** Your goal **
Whenever a line in the data below includes the string "Keep", copy it out.

** Exercise input **
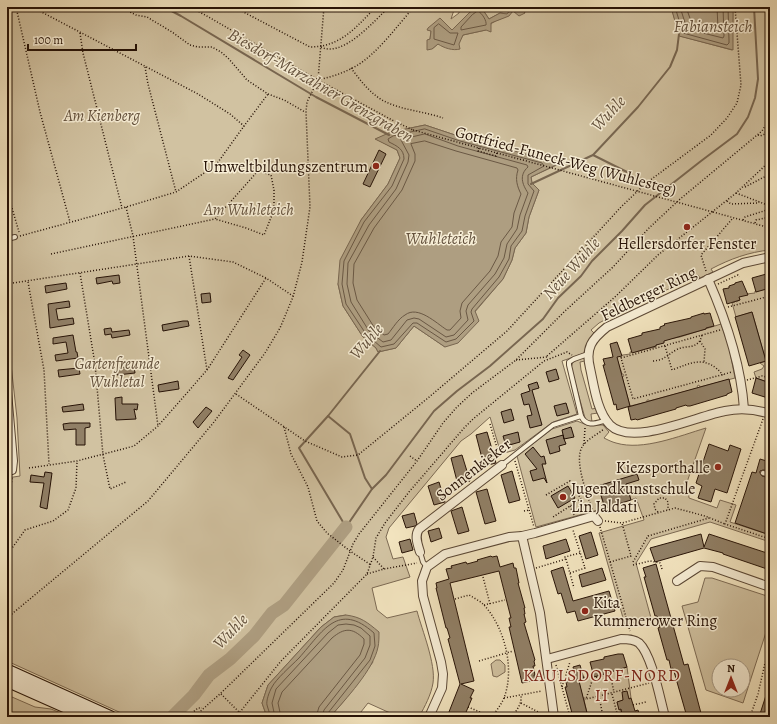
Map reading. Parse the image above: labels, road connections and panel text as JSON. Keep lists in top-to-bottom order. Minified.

==

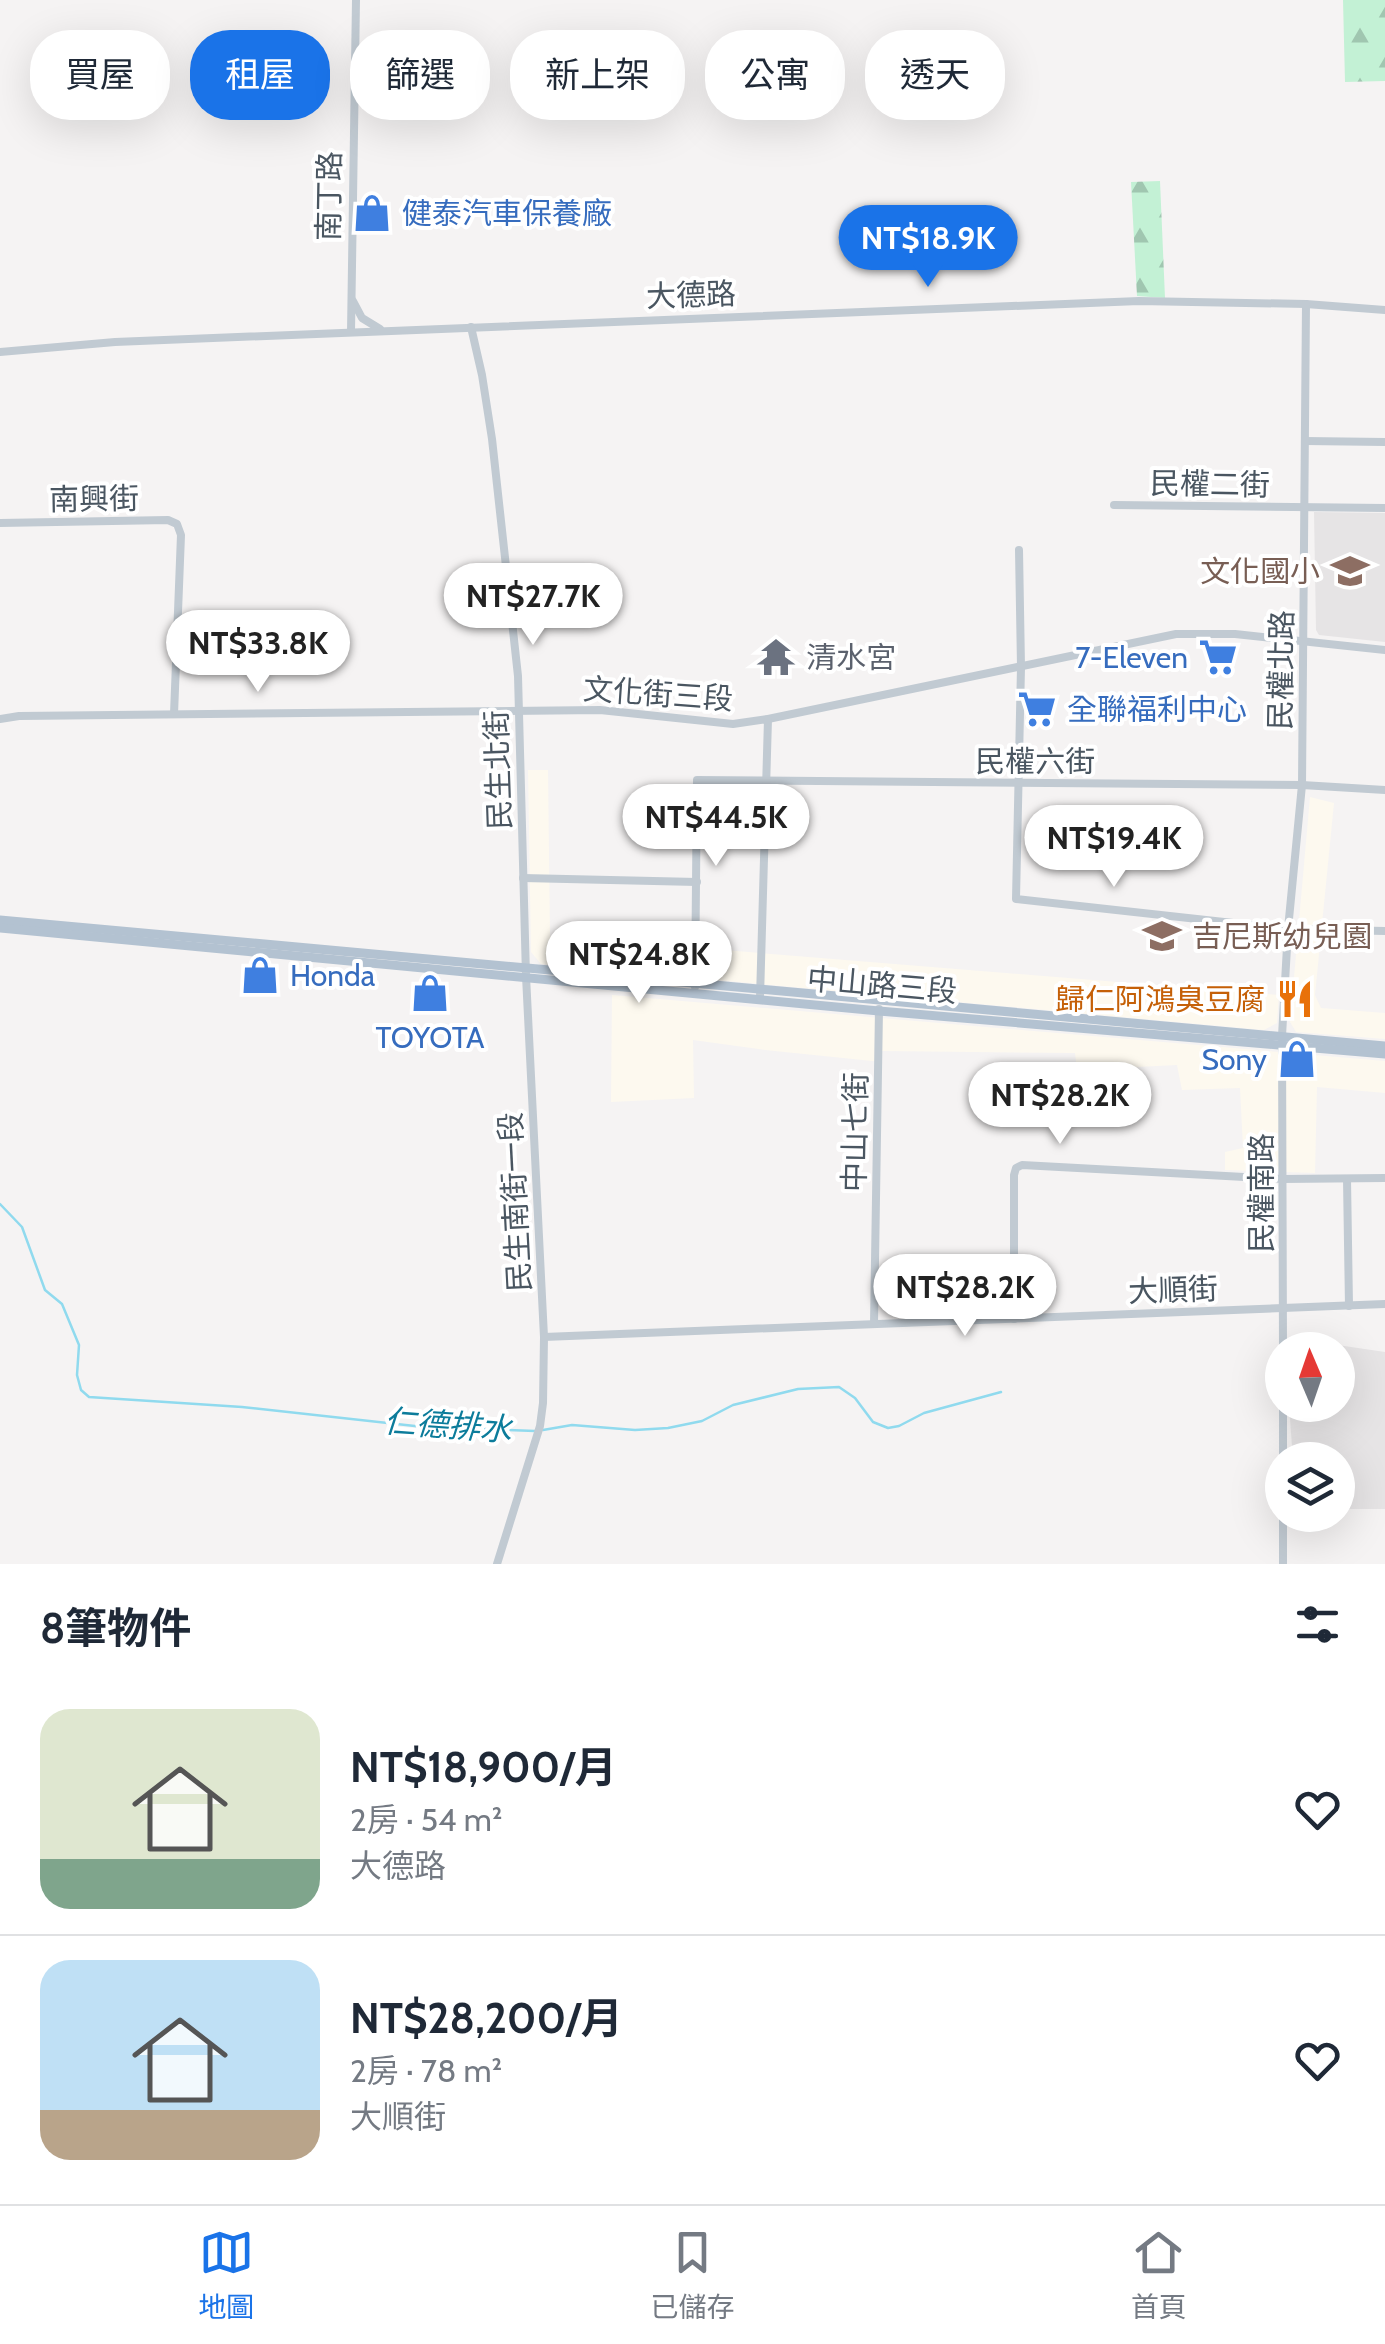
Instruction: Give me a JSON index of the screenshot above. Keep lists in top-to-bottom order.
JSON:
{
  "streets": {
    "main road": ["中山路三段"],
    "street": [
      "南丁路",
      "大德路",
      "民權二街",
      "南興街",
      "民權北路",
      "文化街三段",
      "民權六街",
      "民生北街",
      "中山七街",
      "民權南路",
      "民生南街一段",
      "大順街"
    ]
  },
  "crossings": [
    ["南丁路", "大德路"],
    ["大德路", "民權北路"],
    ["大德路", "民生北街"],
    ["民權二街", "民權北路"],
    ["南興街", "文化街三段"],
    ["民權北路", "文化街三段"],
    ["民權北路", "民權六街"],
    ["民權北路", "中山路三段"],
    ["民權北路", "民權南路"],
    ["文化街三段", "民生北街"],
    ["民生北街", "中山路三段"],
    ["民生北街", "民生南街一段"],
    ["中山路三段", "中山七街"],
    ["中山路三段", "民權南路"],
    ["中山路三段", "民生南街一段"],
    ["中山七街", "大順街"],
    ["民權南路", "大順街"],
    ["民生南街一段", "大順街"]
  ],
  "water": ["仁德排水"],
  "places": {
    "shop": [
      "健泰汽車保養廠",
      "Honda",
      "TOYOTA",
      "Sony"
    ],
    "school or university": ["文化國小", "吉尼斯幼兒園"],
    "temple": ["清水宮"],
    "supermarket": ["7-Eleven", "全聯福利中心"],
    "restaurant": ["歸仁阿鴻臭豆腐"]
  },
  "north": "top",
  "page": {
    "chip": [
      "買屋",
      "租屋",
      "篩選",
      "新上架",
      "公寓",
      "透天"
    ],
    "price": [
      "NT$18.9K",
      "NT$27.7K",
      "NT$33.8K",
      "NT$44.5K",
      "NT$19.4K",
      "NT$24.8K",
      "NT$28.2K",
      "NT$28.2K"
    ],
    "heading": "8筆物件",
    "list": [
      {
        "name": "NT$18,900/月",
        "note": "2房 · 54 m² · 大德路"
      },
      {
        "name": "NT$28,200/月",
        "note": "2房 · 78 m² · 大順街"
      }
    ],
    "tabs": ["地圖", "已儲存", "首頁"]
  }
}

** Problem solution **
Map reading. Parse the image above: labels, road connections and panel text as JSON. Keep lists in top-to-bottom order. Minified.
Instruction: Give me a JSON index of the screenshot above. Keep lists in top-to-bottom order.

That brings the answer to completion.